Que faut-il faire maintenant ? Un accord semble plus éloigné que jamais puisque le gouvernement grec a encore compliqué la situation en instaurant un référendum mal formulé. Néanmoins, nous continuons à penser qu’un accord pourra être dégagé. Les intérêts (et les pertes potentielles) sont en effet trop importants pour les deux parties. En cas de Grexit (sortie de la Grèce de la zone euro), la population grecque serait le plus durement touchée. Le secteur bancaire du pays, qui survit aujourd’hui par la grâce de la BCE, ferait faillite. Des contrôles des capitaux devront (devraient ?) être mis en place afin d’éviter que l’argent ne quitte le pays. Un retour à la drachme se traduirait par une dévaluation considérable de la devise, ce qui provoquerait un effondrement partiel du patrimoine privé. De plus, Athènes ne profiterait que modérément d’une dévaluation monétaire et du regain de compétitivité qui en résulterait puisque les produits d’exportation ne sont pas légion dans le pays. À court terme, une reprise économique basée sur les exportations n’est donc pas réaliste.
Mais pour les bailleurs de fonds également, un Grexit aurait de douloureuses répercussions. Outre l’argent nécessaire pour épauler le secteur bancaire, une grande partie de la dette publique (320 milliards d’euros) se trouve entre les mains de la BCE, et donc de l’ensemble des États membres de la zone euro. En cas de Grexit, ce montant devra en grande partie être amorti. De plus, le risque de voir d’autres mouvements nationalistes gagner de l’importance dans d’autres États membres – Podemos est actuellement le premier parti dans les sondages d’opinion en Espagne – est réel et pourrait mettre à mal la poursuite du projet européen. Une telle incertitude risque de pousser à la hausse les taux d’intérêt que certains pays doivent payer, ce qui pourrait alors gonfler la dette publique. L’incertitude croissante et la possibilité de rétracter son adhésion à l’euro pourraient effrayer les investisseurs étrangers, ce qui n’est bien entendu pas bon signe pour la croissance économique à plus long terme. Enfin, il ne faut pas non plus négliger certaines considérations d’ordre géopolitique : la présence d’un ‘état failli’ à la lisière de la zone euro constituerait une porte d’accès idéale pour les extrémistes et les combattants syriens. La Russie et la Chine auraient également la possibilité de renforcer leur influence dans le sud de l’Europe.

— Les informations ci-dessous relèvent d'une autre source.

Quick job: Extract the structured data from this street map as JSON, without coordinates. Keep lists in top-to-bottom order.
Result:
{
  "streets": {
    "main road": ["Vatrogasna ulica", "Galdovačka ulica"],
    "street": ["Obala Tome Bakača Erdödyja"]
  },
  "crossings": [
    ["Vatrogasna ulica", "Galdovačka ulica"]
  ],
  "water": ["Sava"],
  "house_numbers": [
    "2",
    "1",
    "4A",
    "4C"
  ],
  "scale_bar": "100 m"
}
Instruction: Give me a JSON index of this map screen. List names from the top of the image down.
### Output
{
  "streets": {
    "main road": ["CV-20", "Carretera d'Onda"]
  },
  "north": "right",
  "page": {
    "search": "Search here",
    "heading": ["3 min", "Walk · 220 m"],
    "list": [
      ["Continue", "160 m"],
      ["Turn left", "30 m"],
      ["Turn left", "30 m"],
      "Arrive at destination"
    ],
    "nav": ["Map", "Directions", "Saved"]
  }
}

D’un point de vue objectif, un accord devrait donc pouvoir être trouvé. Pourtant, la frustration qui règne dans les deux camps est telle qu’il se pourrait que des décisions soient adoptées sur une base émotionnelle. Syriza a fait à ses électeurs des promesses inconsidérées, auxquelles le parti ne peut ou ne veut pas contre toute raison renoncer. De son côté, l’Europe ne peut accorder trop de concessions : une telle attitude serait injuste pour des pays qui ont travaillé d’arrache-pied pour faire des économies et des réformes, à l’image de l’Irlande et du Portugal. Si la dette grecque peut être annulée, d’autres pays lui emboîteront le pas avec la même demande. Tout ceci explique pourquoi les négociations se trouvent aujourd’hui dans l’impasse. Dans le meilleur des cas, nous pouvons espérer voir surgir un compromis par lequel aucun des deux camps ne perdrait trop la face. Dans le pire des cas, les deux parties ne trouvent pas d’accord et en sortent perdantes : l’Union européenne, qui subirait un grave revers politique et, surtout, la population grecque, qui sombrerait un peu plus encore dans la pauvreté.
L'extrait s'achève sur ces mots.